Two chapters are devoted to the importance of individual and racial differences in social life. The mentally inferior constitute a decidedly serious social problem, yet the writer does not accept uncritically the recent findings of army psychologists and others on racial differences. He does not believe we have at hand adequate means for testing the real innate capacities of the colored races. Up to the present, crude methods, plus very much of prejudice, have prevented the desirable experimental accuracy in these matters. Professor Gault, nevertheless, is aware throughout of the importance of individual differences for social control, a matter so frequently ignored by many sociologists.

The treatment of suggestion and crowd psychology is well done. Suggestion is a perfectly normal feature of all our lives. Its abuse arises from the particular situation in which it is applied. It has a legitimate function in building up the larger "social unities," although it is frequently twisted and aborted by prejudice, ignorance and sheer lack of mental ability. Suggestion plays an important part in the formation of the crowd, whether of the direct type—mobs and fortuitous gatherings—or the more formal audiences and parliamentary assemblages. The run of attention of any particular crowd is largely in the hands of the leader who serves a focal point of action. In the more direct and primitive forms of crowds there is frequently an appeal to much that is unethical and brutal in nature, while in the higher order of crowds, rules and social rituals control the suggestive manoeuvres of the leader.

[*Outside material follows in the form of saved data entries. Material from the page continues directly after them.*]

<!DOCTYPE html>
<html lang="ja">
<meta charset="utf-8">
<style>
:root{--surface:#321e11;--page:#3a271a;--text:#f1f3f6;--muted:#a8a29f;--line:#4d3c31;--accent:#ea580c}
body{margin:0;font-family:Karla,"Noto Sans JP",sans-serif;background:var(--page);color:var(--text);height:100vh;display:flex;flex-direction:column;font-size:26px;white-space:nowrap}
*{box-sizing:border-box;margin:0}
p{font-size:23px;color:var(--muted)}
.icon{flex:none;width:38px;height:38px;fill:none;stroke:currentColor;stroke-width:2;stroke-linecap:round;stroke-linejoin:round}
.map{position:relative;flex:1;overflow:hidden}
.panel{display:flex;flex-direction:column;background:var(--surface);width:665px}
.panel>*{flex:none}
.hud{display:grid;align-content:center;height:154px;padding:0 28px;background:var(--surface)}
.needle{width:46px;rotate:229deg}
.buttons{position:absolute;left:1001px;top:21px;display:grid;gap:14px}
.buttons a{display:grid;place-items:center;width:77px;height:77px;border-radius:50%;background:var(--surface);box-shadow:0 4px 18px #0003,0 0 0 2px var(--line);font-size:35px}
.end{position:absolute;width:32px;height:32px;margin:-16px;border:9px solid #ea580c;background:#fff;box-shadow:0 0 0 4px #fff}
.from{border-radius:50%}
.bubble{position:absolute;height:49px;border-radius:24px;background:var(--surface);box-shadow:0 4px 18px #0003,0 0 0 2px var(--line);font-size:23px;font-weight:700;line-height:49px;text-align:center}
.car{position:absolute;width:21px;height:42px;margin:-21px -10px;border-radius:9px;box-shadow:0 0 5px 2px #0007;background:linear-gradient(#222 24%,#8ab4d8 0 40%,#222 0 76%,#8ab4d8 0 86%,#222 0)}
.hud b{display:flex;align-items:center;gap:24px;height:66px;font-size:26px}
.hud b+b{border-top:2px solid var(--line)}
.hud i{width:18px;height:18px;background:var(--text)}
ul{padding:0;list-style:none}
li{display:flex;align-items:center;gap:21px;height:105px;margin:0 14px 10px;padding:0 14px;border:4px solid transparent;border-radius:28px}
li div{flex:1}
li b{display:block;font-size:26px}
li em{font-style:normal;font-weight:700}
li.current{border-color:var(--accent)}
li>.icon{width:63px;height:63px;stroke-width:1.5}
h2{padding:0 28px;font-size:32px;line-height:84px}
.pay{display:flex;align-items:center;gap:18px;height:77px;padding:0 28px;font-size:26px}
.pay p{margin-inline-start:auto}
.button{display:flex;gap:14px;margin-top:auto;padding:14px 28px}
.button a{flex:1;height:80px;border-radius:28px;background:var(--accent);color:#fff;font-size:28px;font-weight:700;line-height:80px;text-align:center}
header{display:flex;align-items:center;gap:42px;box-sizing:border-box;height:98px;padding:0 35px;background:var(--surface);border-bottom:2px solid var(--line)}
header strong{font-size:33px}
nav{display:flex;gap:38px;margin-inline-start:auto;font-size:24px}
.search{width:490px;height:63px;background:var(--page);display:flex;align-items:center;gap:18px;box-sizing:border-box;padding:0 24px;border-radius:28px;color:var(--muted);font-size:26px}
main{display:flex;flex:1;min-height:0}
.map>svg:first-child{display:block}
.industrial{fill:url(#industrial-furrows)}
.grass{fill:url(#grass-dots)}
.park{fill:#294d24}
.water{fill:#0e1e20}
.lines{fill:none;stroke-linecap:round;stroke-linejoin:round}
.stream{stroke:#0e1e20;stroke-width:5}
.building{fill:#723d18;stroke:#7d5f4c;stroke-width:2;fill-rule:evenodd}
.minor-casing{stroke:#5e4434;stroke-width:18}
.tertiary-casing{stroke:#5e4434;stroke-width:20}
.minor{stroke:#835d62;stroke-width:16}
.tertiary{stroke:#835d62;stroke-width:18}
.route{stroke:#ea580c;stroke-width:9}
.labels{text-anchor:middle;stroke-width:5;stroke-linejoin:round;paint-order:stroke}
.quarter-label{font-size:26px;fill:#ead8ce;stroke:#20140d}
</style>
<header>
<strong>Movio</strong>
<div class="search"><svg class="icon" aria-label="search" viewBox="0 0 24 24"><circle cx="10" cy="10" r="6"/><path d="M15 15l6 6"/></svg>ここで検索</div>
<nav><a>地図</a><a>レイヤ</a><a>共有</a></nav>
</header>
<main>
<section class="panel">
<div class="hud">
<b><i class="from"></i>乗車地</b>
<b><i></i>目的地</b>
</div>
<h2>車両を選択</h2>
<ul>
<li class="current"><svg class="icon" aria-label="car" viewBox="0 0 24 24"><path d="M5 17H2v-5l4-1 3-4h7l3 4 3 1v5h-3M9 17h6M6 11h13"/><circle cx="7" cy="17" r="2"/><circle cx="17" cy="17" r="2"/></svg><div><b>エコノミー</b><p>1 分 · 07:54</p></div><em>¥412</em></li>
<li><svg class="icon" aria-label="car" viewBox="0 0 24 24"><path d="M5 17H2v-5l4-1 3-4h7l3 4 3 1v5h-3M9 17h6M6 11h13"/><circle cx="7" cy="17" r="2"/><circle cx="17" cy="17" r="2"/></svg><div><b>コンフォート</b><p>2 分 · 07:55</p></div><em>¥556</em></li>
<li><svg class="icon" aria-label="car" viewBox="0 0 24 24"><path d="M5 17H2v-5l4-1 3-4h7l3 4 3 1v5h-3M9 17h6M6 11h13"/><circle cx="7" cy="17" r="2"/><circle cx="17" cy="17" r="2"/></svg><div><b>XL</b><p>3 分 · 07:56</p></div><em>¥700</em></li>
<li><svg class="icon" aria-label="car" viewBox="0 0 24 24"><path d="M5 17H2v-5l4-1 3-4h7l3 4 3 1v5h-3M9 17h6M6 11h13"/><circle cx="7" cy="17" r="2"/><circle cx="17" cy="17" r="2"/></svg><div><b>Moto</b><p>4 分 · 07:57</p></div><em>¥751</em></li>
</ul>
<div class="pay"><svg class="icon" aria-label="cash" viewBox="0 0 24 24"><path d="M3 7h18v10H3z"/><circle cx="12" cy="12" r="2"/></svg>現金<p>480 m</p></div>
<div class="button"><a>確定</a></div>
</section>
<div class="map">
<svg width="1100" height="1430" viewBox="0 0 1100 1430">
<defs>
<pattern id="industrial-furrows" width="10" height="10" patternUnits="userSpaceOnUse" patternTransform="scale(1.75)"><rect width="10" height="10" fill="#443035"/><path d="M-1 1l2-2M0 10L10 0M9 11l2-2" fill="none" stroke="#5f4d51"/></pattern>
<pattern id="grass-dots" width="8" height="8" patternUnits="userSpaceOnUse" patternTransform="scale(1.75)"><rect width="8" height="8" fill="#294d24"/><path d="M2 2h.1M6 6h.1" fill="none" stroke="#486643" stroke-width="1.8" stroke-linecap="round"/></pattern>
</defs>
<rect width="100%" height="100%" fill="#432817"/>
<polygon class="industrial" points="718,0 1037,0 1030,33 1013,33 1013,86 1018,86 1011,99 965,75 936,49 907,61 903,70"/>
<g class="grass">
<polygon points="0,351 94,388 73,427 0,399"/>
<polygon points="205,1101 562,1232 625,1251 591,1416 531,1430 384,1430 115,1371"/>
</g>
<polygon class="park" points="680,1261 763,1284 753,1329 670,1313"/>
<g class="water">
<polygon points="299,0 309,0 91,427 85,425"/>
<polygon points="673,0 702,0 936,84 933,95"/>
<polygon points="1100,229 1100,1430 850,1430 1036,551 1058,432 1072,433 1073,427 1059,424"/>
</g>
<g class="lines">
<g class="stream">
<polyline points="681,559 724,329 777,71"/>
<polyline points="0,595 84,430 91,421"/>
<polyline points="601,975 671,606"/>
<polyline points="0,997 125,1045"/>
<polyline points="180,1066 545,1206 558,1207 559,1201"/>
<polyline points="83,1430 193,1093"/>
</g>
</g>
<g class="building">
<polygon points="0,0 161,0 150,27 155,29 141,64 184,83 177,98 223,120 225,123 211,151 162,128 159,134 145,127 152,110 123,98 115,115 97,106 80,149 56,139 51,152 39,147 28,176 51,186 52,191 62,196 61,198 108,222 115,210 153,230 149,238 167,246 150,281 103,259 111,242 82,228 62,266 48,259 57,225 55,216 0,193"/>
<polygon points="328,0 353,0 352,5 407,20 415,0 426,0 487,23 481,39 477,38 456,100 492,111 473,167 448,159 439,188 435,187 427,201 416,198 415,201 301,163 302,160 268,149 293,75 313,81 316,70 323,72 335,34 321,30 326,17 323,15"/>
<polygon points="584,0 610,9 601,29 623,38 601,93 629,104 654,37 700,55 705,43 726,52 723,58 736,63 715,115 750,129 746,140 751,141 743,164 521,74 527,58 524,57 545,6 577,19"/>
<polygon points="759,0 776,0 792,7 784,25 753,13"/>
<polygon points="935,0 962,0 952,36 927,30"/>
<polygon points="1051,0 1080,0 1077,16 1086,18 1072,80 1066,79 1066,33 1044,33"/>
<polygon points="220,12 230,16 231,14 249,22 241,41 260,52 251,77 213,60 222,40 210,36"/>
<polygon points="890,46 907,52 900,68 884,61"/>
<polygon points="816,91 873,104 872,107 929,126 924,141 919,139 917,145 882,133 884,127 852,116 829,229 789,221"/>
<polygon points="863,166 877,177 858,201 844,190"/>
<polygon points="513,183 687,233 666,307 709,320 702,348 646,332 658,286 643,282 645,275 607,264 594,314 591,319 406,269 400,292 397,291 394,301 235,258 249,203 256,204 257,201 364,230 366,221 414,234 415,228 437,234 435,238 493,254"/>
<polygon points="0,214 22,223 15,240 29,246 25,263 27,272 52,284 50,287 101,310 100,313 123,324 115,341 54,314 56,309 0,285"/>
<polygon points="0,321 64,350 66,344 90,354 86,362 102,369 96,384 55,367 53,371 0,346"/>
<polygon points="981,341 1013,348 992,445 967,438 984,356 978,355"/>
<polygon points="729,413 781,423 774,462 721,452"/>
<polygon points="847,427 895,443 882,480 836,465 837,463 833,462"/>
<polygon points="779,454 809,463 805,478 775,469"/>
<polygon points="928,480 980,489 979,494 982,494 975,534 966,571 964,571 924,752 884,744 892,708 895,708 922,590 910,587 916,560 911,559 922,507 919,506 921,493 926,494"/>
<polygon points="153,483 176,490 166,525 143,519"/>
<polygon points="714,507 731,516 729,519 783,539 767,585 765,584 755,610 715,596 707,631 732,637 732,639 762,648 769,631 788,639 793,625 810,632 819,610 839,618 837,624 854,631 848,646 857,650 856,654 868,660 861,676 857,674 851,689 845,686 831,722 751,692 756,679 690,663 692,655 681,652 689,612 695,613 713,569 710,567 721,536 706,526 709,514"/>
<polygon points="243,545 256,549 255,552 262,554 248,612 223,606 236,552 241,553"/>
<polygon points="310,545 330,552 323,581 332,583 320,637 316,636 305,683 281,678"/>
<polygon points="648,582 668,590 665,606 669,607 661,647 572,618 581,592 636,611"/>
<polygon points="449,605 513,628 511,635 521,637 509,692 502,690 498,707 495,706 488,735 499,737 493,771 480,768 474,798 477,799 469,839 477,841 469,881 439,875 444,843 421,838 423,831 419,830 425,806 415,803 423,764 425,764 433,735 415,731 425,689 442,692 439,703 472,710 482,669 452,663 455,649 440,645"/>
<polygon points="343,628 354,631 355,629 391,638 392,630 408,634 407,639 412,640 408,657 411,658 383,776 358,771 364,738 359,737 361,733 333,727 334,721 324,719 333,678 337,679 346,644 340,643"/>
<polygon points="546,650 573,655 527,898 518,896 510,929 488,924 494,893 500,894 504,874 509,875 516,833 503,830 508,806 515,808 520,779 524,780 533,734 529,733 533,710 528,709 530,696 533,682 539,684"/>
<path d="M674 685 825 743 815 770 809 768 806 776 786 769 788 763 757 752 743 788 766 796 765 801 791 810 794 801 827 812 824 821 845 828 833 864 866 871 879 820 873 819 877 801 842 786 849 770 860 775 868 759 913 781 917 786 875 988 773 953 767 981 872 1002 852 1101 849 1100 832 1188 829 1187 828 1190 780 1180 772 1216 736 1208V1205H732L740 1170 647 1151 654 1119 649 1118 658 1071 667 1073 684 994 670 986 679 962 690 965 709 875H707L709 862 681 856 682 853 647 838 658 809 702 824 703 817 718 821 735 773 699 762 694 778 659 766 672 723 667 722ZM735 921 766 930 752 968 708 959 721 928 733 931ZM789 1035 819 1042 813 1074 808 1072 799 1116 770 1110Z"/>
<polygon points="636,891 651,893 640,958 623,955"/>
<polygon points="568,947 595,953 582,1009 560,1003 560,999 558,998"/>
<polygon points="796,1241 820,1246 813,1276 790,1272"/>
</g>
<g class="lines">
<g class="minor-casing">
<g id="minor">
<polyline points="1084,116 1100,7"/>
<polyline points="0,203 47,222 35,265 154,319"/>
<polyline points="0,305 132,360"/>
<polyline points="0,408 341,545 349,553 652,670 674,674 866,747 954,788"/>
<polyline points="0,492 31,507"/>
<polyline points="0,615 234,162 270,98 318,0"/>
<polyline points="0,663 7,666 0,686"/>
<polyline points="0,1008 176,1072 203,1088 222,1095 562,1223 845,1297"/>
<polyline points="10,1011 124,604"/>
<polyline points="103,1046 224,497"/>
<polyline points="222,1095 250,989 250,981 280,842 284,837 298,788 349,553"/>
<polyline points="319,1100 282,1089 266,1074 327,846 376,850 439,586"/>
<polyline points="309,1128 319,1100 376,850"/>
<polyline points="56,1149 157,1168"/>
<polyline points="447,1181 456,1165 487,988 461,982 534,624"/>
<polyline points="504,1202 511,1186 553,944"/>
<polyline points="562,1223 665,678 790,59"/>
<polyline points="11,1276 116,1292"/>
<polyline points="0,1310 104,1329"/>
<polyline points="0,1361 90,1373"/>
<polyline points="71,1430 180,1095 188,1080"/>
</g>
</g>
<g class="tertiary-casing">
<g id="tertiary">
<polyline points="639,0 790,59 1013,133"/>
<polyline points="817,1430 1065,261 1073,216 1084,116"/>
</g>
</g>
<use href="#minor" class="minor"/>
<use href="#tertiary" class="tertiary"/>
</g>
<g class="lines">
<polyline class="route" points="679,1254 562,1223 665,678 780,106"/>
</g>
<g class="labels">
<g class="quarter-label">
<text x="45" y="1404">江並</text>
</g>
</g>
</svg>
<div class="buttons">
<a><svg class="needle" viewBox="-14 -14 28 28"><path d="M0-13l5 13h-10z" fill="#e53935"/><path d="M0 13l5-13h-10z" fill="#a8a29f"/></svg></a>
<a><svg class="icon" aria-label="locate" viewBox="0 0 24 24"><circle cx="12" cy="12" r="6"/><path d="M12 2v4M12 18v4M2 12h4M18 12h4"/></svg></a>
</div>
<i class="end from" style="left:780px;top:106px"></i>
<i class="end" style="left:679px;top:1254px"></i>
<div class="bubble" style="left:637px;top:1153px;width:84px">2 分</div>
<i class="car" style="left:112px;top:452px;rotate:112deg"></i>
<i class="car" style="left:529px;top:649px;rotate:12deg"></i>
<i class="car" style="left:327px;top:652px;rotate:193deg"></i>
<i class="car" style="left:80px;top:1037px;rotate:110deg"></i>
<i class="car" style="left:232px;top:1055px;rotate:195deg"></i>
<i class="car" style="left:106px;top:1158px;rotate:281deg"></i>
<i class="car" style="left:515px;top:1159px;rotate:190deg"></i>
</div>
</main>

The material on convention, custom and morale adds little to what is already at hand in the discussions of convention in Ross or is found in the analysis of Veblen of fashion and fad among the leisure classes.

While touching upon social progress, which he nowhere defines, the author does not discuss the rise of the idea of progress nor show its effects on habits and customs. Instead there is a thorough acceptance of the thesis that progress is inevitable. "The upward push is the great central fact in life . . . the élan vital, as the French describe the upward urge of human nature, is the fundamental thing" (p. 203) . "Motivation" of the correct sort will enable us, along with our increased knowledge of the universe and of man, to overcome the "unaccustomed complexities" of current living.

It is assumed, when viewing the whole matter in the broadest perspective, that our present direction of progress is the root which will bear fruit in an ultimately higher culture. If correct in his theory that progress is really measured by "an inner alteration of personality," one better balanced ín to to, does it follow that the present industrial-commercial age makes for this higher human development than any other? Is there not a good deal of evidence that the dominant economic order tends toward the disintegration of human personality? At least, is it not preventing, in many directions, the arrival at the higher forms of integrated self expression?

We need a psychological and sociological analysis of the whole notion of "social progress" as we find it in the prevalent mental set of the western mind today. We need, further, a clear differentiation between the mere accumulation of mechanisms which aid rapid communication and increased specialization of manufacture and those more subtle changes in life which make for wider individuality based upon free play to creative thinking.

KIMBALL YOUNG. University of Oregon.